The Last Shot

The Last Shot

Funny as it remains, Airplane! may have done for American comedy what Halloween did for horror films. While its laugh-a-second philosophy owes something to the anarchic tradition of the Marx Brothers or Mel Brooks, the spitballing gags are almost all non sequiturs, only incidentally tied to a character, a situation, or any kind of narrative structure. In this spirit, quantity tends to mean more than quality in today's comedies: The merits of a good one versus a bad one could probably be expressed in a box score. The fun comes from minor details and throwaways rather than a grand farcical plan, which results in a lot of uneven, junky entertainment. Why is there a pirate in Dodgeball: A True Underdog Story? Because someone thinks pirates are hilarious.

Early in The Last Shot, the middling directorial debut of screenwriter Jeff Nathanson, FBI agent Alec Baldwin comes home to discover that his beloved dog has died. Not only that, but his maid tells him the lonely mutt committed suicide by drowning herself in a Jacuzzi, which in turn leads to the ridiculous spectacle of lavish, full-scale Hollywood funeral rites. Over-cast, overwritten, and overstuffed with this sort of comedic flotsam, The Last Shot tries too hard to push across jokes that are often funny enough without the exclamation points. Eventually, the flop-sweat starts to drip. Given an irresistible premise, Nathanson doesn't trust his material enough to follow through without excessive mugging, but his sense of the absurd leads to amusing digressions along the way.

Based on a true story, though probably not too closely, the film opens in December 1985, when authorities stepped up their operations on mob boss John Gotti following a restaurant hit. Transferred from Houston to Providence, Baldwin gets the low-level assignment of following Gotti's second cousin (Tony Shalhoub) and his cronies, who control the city's Teamsters Union. As part of an elaborate sting operation, Baldwin poses as a movie producer to expose the local mob racket, but after hiring neophyte writer-director Matthew Broderick, washed-up actress Toni Collette, and principal cast and crew, his David O. Selznick impersonation takes on a life of its own.

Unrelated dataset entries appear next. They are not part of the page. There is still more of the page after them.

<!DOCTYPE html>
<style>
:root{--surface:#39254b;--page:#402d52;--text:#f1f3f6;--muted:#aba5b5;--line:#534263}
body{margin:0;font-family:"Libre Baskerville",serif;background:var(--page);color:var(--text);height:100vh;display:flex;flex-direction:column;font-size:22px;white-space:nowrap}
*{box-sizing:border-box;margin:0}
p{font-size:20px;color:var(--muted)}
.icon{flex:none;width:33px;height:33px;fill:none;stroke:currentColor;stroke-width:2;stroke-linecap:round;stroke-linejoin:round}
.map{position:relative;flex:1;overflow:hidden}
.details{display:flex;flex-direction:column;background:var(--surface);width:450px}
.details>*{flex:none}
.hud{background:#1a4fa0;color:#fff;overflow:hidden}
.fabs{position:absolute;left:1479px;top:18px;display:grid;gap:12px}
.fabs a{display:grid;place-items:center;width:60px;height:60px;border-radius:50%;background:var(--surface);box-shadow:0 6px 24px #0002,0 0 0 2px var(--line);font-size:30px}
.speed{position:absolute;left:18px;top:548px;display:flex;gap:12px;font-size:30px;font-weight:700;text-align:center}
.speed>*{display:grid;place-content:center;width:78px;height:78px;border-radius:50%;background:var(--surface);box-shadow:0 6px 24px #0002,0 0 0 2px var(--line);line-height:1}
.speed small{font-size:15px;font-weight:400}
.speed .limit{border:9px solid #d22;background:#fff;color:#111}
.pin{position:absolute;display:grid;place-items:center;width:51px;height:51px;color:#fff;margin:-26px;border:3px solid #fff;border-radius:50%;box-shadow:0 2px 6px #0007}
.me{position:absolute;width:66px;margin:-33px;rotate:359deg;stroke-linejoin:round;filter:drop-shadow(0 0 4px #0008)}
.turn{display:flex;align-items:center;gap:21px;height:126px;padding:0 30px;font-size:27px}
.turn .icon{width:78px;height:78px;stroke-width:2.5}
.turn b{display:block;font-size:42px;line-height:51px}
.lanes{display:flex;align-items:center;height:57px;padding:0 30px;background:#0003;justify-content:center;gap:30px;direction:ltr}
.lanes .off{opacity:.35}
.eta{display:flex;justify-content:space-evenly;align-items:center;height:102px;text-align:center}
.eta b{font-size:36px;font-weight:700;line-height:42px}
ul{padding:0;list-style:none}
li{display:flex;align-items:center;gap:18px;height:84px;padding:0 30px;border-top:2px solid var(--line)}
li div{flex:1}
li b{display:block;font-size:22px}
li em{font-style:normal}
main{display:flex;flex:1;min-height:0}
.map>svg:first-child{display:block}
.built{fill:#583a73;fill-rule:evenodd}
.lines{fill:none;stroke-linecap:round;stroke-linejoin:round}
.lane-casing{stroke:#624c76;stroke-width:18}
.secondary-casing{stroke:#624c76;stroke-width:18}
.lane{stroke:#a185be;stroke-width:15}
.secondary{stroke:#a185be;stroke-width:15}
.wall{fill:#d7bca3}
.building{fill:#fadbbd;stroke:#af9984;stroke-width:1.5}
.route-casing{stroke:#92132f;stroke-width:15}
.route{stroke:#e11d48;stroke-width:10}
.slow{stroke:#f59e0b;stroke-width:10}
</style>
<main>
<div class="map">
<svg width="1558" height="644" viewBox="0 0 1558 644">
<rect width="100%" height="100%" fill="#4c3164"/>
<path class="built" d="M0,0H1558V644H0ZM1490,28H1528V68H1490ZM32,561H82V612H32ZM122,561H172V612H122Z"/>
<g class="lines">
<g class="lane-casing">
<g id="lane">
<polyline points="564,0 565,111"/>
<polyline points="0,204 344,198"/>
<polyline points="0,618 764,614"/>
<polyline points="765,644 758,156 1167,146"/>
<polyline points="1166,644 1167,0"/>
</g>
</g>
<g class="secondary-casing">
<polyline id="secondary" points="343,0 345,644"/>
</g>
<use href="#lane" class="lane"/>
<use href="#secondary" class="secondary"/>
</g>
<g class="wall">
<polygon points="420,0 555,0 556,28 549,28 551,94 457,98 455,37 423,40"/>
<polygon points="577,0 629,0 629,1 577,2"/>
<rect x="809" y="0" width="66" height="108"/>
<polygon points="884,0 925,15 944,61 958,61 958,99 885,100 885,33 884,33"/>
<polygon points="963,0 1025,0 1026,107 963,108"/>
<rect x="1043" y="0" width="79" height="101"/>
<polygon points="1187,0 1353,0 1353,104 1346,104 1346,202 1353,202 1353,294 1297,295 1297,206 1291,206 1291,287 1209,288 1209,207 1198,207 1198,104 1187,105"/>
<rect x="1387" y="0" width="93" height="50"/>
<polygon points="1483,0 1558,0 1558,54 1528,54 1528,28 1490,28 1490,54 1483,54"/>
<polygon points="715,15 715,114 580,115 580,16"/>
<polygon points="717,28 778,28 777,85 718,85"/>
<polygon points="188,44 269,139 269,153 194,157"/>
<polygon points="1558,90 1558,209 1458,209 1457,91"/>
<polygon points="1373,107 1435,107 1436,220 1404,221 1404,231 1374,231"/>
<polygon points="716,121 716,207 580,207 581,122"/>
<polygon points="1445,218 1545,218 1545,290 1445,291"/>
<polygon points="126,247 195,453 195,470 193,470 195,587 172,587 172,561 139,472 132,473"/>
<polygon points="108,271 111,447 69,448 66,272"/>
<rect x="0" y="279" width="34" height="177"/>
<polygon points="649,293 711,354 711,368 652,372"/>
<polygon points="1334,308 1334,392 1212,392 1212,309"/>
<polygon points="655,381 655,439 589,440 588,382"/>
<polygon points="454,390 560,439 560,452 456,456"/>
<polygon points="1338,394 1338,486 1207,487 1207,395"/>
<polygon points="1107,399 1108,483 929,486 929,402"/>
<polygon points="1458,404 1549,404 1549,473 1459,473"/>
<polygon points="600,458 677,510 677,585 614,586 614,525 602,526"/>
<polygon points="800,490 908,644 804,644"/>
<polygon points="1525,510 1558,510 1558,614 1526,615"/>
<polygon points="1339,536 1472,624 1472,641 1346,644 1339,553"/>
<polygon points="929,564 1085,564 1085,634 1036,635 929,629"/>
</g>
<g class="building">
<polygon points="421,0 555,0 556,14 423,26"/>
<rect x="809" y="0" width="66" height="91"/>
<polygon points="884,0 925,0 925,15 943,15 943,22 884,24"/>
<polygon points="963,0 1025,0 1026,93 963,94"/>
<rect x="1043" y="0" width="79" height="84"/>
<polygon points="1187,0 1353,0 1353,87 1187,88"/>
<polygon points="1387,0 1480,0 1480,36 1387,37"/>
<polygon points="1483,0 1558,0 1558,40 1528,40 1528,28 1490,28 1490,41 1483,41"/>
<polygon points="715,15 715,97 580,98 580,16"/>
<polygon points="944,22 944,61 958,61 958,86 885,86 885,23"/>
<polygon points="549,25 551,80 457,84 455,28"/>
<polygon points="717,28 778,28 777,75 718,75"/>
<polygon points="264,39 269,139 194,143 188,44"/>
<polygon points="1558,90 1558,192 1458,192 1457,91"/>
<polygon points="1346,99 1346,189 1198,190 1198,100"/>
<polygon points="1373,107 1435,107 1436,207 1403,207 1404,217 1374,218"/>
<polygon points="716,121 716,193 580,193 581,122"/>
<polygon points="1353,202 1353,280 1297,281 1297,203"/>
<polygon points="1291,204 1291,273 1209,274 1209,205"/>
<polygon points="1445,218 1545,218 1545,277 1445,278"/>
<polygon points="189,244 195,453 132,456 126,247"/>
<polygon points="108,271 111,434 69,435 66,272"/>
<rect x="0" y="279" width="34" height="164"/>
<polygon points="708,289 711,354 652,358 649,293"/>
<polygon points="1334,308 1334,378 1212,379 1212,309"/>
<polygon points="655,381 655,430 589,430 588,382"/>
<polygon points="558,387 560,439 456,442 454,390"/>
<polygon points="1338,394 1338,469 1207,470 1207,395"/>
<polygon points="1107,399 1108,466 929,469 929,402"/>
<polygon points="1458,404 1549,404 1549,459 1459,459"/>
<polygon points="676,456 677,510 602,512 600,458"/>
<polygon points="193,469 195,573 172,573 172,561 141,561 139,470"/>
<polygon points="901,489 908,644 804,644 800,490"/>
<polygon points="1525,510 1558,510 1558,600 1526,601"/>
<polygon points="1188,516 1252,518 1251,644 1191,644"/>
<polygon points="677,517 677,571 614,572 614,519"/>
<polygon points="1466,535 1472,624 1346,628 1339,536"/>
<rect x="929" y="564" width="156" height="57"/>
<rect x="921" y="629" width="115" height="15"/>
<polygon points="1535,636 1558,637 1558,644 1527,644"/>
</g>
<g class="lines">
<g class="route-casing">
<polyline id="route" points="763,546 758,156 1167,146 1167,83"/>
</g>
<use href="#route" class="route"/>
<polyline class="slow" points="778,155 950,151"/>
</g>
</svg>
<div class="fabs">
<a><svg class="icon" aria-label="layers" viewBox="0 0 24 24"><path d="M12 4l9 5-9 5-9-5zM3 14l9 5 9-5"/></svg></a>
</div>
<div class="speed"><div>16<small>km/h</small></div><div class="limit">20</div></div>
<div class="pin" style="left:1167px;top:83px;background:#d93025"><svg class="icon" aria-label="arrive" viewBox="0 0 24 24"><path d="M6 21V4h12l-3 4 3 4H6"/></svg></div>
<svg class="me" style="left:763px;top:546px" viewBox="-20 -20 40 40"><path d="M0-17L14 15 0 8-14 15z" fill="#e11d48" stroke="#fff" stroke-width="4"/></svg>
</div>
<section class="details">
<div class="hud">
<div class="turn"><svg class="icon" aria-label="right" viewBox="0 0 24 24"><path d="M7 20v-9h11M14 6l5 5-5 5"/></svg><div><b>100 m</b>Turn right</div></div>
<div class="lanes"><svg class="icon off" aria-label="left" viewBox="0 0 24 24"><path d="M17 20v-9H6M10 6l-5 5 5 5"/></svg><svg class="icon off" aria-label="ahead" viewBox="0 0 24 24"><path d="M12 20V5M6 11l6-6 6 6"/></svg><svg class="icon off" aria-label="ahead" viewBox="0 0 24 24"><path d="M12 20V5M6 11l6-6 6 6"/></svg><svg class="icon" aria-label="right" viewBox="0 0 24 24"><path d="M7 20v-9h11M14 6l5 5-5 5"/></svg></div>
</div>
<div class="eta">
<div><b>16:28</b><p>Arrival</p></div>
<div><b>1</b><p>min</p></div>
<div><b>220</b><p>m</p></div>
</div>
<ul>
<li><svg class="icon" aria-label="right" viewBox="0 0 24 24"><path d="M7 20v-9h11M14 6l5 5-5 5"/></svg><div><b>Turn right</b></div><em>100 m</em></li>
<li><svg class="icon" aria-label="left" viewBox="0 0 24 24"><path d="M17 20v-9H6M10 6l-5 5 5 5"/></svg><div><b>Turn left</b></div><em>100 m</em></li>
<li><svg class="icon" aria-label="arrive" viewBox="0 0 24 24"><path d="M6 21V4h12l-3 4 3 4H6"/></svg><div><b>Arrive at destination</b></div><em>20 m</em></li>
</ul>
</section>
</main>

The Last Shot works much like its lame movie-within-a-movie predecessor Bowfinger, but in the absence of big comedic payoffs, Nathanson's busy script sketches some convulsively funny bits in the margins. Most of the keepers are offbeat and random: manic producer Joan Cusack claiming she knows about cops because she "used to date the black guy" from Hill Street Blues, Collette dropping a casual reference to her late-term abortion over dinner, or Broderick's glee when he finds out Pat Morita is available for a pivotal role. But on the whole, the busload of name supporting players and cameos proves just too much, especially Tim Blake Nelson as Broderick's psychotic estranged brother, as well as an awful Calista Flockhart as his even crazier girlfriend, who in one scene holds a Pomeranian at knifepoint. In his first time out, Nathanson tries for a blockbuster Hollywood comedy, but when a large scale combines with a desperate eagerness to please, it's hard for anyone to relax enough to enjoy it.